━━ Data extract

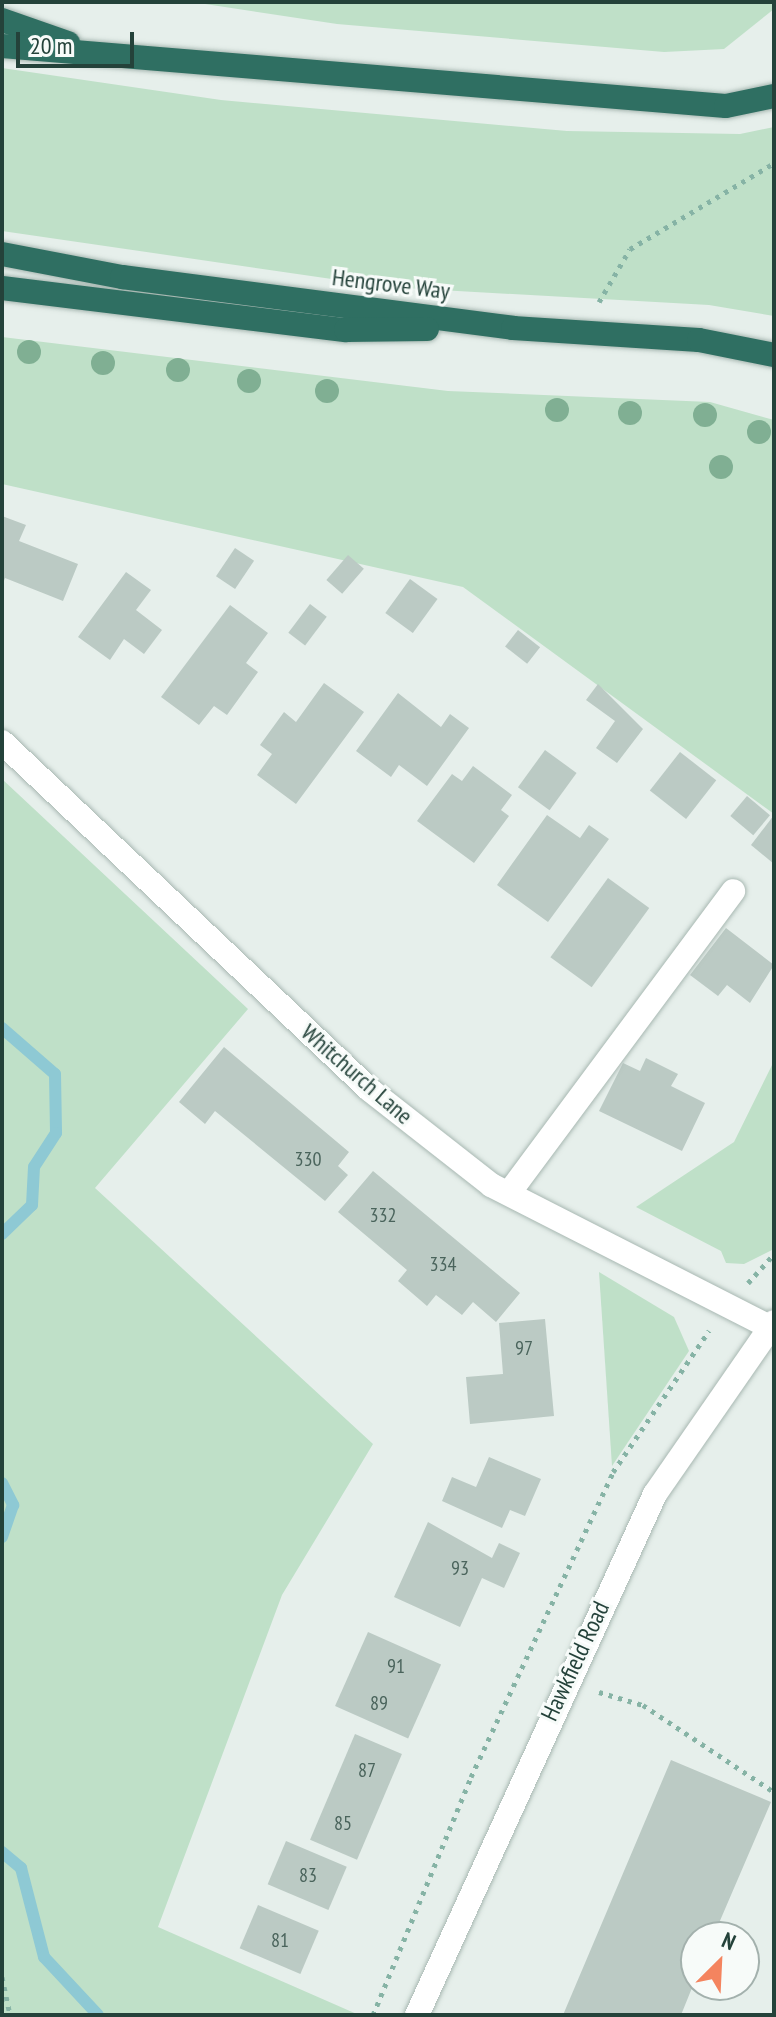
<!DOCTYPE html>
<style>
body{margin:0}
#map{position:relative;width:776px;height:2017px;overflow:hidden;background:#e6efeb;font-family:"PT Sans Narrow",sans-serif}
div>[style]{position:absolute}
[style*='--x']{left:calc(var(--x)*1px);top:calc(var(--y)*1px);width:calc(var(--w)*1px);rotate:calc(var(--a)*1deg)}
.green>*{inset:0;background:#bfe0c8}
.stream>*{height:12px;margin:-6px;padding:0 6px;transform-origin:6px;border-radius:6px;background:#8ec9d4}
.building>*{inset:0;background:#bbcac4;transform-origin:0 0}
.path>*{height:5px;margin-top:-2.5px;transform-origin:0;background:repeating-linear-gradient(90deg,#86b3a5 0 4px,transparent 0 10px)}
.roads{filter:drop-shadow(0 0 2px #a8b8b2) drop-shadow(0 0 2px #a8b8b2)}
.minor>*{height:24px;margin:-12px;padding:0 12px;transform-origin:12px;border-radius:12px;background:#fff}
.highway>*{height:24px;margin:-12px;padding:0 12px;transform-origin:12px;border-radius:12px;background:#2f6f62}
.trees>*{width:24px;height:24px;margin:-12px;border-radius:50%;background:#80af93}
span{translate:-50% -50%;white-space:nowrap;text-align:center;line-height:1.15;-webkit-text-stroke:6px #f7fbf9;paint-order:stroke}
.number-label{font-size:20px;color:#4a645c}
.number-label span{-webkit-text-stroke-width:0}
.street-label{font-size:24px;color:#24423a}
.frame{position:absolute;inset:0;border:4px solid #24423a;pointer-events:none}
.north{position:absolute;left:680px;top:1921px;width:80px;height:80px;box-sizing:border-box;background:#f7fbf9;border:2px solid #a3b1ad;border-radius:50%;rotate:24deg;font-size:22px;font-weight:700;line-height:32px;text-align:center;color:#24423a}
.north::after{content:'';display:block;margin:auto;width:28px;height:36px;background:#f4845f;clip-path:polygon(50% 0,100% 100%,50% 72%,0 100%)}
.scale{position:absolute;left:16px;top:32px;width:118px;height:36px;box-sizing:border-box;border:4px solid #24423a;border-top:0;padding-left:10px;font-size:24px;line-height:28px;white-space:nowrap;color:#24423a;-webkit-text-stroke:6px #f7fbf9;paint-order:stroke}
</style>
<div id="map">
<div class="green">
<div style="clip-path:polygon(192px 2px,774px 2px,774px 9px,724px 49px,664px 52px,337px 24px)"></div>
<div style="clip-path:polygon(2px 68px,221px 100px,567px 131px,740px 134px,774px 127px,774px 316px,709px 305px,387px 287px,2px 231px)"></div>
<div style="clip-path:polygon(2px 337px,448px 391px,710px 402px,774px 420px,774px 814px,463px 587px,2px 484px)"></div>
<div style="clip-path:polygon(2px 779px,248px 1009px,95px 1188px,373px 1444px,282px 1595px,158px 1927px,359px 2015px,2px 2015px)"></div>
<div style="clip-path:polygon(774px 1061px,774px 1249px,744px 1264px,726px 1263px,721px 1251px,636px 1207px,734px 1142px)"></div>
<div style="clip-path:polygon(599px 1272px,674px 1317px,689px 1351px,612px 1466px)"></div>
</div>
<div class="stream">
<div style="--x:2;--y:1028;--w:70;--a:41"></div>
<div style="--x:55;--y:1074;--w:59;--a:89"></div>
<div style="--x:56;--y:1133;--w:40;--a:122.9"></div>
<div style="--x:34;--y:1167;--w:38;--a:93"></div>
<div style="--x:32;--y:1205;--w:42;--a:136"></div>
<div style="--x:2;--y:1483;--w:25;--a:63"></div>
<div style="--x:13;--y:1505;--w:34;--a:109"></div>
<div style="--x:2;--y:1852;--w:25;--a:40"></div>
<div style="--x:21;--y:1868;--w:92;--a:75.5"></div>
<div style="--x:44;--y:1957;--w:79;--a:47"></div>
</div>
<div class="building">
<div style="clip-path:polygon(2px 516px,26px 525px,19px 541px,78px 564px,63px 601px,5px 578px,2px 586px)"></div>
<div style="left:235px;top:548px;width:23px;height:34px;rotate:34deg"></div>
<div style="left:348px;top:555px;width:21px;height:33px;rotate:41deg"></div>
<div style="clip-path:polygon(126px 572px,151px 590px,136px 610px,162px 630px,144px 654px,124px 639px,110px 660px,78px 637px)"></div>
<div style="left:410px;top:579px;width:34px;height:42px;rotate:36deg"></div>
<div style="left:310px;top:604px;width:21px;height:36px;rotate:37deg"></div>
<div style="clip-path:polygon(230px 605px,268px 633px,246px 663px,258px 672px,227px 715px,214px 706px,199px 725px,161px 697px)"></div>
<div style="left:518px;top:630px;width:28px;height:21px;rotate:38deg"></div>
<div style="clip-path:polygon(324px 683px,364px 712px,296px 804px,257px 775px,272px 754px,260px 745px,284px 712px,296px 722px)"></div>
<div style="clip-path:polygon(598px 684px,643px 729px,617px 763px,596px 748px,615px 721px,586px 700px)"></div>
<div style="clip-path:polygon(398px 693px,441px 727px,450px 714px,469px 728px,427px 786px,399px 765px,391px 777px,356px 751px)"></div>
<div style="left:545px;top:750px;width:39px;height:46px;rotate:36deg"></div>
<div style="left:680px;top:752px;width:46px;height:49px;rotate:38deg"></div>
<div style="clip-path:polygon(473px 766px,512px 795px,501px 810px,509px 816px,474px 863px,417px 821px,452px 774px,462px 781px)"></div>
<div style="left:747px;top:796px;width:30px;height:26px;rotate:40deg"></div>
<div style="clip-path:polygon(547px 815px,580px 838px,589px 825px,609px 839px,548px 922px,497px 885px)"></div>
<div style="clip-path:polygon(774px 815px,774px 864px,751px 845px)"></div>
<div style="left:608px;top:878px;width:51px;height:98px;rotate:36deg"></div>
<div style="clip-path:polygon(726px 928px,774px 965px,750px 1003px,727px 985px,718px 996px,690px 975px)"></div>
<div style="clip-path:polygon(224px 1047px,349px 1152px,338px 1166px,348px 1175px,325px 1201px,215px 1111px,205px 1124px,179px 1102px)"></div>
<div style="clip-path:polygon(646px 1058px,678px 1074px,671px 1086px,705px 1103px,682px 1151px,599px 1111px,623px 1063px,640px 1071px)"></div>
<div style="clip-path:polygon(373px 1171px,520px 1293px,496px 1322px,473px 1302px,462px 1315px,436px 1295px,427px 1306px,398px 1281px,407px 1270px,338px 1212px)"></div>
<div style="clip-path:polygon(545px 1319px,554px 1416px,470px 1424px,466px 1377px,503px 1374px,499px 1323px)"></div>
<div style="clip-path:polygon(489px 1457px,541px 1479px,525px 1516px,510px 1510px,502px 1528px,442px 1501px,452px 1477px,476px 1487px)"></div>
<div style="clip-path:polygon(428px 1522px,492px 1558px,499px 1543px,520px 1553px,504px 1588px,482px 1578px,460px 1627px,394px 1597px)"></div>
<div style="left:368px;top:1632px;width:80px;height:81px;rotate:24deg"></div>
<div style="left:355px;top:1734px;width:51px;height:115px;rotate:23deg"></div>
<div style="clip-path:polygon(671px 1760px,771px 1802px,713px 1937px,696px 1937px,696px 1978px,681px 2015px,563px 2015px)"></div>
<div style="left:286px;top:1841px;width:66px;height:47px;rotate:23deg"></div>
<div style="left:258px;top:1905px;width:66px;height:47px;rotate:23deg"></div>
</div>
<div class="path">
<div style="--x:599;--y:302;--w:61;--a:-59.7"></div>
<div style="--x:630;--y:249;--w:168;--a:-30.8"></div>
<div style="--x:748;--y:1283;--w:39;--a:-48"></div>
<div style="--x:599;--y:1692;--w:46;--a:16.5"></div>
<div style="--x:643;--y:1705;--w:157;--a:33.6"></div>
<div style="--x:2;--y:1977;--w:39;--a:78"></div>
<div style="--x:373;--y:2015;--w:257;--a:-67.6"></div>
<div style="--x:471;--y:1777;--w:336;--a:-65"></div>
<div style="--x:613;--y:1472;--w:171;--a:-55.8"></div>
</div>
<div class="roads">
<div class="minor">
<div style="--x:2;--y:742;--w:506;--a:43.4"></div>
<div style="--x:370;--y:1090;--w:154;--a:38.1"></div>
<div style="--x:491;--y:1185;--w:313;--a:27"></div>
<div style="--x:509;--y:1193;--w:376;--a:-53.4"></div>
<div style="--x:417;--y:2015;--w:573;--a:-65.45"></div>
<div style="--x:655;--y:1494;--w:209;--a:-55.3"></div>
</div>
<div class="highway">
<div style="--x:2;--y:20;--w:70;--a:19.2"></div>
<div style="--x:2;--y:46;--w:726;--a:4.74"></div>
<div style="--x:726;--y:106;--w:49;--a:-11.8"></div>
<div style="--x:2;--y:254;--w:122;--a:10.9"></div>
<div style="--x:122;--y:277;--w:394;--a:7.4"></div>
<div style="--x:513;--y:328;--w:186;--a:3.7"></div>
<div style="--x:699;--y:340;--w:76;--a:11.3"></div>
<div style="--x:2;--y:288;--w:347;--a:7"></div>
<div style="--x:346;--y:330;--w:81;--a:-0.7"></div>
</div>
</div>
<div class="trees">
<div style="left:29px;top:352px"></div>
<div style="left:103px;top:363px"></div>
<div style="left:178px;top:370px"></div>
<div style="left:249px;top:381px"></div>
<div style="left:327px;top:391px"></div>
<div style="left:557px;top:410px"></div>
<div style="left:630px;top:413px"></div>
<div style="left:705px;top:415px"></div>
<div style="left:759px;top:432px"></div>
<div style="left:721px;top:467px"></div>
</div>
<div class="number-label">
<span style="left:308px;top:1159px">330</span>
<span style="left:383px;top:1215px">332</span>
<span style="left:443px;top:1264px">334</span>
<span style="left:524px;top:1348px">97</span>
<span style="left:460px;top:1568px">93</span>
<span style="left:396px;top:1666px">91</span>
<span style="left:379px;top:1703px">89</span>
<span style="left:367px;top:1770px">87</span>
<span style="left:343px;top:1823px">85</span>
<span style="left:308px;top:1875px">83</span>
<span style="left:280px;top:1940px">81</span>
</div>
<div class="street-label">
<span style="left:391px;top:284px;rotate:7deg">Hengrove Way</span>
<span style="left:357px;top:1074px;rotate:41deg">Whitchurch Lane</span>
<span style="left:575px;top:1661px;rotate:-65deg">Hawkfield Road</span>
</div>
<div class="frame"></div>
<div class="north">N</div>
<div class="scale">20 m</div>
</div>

━━━━
━━ Data extract

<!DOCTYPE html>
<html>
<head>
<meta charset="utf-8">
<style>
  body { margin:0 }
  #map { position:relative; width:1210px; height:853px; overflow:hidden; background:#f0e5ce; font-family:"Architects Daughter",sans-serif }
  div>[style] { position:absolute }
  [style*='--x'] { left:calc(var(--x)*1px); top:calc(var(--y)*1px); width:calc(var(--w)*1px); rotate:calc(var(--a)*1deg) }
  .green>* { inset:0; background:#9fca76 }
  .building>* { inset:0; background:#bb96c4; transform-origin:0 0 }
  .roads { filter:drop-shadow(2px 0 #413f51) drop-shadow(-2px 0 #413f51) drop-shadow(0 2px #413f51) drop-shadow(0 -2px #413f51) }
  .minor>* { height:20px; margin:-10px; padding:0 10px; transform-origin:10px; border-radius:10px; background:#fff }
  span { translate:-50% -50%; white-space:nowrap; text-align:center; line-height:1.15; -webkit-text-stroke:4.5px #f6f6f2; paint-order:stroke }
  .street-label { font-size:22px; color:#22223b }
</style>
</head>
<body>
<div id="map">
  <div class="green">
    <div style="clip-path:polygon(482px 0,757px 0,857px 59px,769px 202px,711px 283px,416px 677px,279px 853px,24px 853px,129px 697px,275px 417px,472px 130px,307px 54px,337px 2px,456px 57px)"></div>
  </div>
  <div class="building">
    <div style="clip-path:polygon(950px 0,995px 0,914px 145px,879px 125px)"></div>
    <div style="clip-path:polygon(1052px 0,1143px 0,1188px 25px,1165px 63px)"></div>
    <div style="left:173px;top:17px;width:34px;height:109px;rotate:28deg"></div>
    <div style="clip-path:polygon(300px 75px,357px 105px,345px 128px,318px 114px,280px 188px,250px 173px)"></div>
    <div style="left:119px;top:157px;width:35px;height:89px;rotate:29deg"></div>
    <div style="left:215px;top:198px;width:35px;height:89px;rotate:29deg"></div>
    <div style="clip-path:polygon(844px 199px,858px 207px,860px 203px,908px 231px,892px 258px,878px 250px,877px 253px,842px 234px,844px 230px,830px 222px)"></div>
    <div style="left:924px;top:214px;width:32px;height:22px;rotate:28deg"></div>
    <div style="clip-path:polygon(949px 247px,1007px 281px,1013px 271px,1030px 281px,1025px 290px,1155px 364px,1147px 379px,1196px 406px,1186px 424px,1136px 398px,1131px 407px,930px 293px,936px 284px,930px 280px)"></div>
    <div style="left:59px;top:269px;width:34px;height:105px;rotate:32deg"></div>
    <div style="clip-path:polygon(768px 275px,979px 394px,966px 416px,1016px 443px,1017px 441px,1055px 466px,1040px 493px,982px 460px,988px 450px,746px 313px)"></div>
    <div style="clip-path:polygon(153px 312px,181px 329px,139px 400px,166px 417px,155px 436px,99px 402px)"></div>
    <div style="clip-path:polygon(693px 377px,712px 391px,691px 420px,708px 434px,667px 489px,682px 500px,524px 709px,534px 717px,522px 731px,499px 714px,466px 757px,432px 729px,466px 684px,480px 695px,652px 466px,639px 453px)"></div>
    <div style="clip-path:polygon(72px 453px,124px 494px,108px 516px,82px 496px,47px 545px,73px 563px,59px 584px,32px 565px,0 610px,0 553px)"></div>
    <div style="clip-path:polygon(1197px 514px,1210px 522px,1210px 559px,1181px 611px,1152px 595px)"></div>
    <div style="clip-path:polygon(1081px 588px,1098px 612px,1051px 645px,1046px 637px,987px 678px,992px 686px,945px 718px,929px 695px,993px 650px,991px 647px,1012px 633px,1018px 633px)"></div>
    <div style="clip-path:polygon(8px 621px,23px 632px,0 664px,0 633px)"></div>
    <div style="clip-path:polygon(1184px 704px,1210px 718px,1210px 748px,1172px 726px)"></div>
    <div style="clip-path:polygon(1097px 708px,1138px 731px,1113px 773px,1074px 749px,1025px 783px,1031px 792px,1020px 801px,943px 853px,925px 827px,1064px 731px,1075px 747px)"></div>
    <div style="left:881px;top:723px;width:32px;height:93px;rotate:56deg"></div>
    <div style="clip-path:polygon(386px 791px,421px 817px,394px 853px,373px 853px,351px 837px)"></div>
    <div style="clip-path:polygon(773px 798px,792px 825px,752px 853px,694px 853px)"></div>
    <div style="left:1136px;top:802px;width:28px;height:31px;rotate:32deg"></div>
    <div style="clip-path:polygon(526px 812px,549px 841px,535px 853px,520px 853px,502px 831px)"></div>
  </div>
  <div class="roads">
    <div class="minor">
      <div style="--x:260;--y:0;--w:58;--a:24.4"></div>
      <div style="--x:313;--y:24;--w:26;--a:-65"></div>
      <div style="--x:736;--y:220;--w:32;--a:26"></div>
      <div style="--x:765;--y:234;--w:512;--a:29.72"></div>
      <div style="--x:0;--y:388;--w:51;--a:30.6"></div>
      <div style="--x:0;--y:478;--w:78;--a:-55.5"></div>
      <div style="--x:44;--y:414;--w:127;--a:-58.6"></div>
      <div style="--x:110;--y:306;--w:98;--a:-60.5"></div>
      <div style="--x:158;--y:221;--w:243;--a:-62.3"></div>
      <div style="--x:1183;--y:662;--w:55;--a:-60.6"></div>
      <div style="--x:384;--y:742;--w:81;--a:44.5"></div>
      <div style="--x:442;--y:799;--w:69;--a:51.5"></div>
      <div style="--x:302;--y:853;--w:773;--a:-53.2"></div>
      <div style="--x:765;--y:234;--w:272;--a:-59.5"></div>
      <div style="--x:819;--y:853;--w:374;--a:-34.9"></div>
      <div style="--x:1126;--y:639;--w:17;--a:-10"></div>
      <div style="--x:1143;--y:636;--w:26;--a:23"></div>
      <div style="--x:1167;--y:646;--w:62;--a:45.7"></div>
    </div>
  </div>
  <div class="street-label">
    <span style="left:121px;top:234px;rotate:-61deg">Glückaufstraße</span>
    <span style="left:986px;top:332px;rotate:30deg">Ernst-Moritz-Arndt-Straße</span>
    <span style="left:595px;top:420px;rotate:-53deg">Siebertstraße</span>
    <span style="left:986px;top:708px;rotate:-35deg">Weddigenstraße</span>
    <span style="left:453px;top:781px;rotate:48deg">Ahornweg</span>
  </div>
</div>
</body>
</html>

━━━━

* Action item: Reply with every line of the listing that has the string "overflow".

* Completed task:
#map{position:relative;width:776px;height:2017px;overflow:hidden;background:#e6efeb;font-family:"PT Sans Narrow",sans-serif}
  #map { position:relative; width:1210px; height:853px; overflow:hidden; background:#f0e5ce; font-family:"Architects Daughter",sans-serif }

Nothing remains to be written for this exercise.